How to complete this task
Below are some records; work out how many of their lines contain "Исток" and give the number only.

Records for this task

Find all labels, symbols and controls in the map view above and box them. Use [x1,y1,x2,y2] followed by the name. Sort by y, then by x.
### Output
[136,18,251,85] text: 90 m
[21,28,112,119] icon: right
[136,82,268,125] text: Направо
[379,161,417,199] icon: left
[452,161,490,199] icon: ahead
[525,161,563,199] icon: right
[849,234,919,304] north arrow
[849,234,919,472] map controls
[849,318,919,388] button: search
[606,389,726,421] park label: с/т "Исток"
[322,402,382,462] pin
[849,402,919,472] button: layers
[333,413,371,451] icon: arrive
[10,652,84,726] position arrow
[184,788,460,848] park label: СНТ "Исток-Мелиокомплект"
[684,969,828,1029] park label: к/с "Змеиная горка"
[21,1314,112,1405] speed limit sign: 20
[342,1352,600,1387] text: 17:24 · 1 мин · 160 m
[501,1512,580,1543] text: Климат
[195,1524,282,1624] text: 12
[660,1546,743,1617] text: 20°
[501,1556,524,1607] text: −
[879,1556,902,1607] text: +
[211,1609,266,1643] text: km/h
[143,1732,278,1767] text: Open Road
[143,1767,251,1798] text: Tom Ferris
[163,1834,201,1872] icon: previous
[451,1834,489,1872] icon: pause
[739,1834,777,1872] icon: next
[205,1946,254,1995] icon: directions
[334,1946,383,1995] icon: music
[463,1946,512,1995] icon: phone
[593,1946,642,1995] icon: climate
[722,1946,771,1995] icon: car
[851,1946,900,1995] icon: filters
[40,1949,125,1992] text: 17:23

Answer
2